This God-centered refocusing of mission turns inside-out our obsession with mission plans, agendas, goals, strategies, and grand schemes.
We ask, "Where does God fit into the story of my life?" when the real question is, "Where does my little life fit into the great story of God's mission?"
We want to be driven by a purpose tailored for our individual lives, when we should be seeing the purpose of all life, including our own, wrapped up in the great mission of God for the whole of creation.
We wrestle to "make the Gospel relevant to the world." But God is about the mission of transforming the world to fit the shape of the Gospel.
We argue about what can legitimately be included in the mission God expects from the church, when we should ask what kind of church God expects for his mission in all its comprehensive fullness.
I may wonder what kind of misson God has for me, when I should ask what kind of me God wants for his mission.
We invite God's blessing on our human-centered mission strategies, but the only concept of mission into which God fits is the one of which he is the beginning and the end.

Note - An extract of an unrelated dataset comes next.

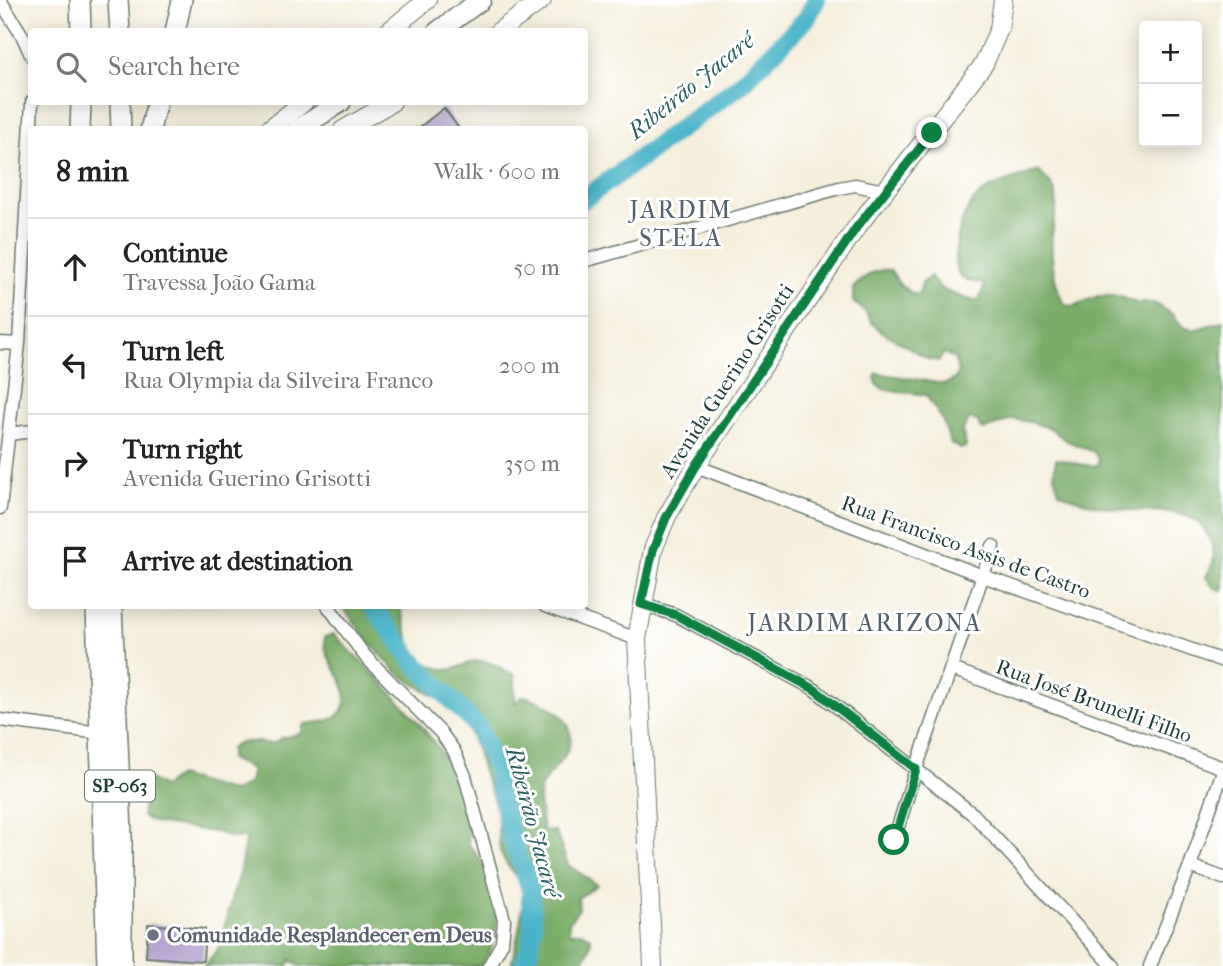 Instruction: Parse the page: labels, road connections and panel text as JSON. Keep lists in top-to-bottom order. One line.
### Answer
{"streets":{"main road":["Avenida Guerino Grisotti","SP-063"],"street":["Rua Francisco Assis de Castro","Rua José Brunelli Filho"]},"crossings":[["Avenida Guerino Grisotti","Rua Francisco Assis de Castro"]],"districts":["JARDIM STELA","JARDIM ARIZONA"],"water":["Ribeirão Jacaré"],"places":["Comunidade Resplandecer em Deus"],"page":{"map_buttons":["+","−"],"search":"Search here","heading":["8 min","Walk · 600 m"],"list":[["Continue","Travessa João Gama","50 m"],["Turn left","Rua Olympia da Silveira Franco","200 m"],["Turn right","Avenida Guerino Grisotti","350 m"],"Arrive at destination"]}}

Most of all, we need to go back to the Cross and relearn its comprehensive glory. For if we persist in a narrow, individualistic view of the Cross as a personal exit stategy to heaven, we fall short of its biblical connection to the mission purpose of God for the whole of creation (Col. 1:20) and thereby lose the Cross-centerd core of holistic mission.
It is vital that we see the Cross as central to every aspect of holistic, biblical mission--that is, of all we do in the name of the crucified and risen Jesus. It is a mistake, in my view, to think that while our evangelism must be centered on the Cross (as of course it has to be), our social engagement has some other theological foundation or justification.
The Cross must be as central to our social engagement as it is to our evangelism. There is no other power, no other resource, no other name through which we can offer the whole gospel to the whole person and the whole world than Jesus Christ crucified and risen.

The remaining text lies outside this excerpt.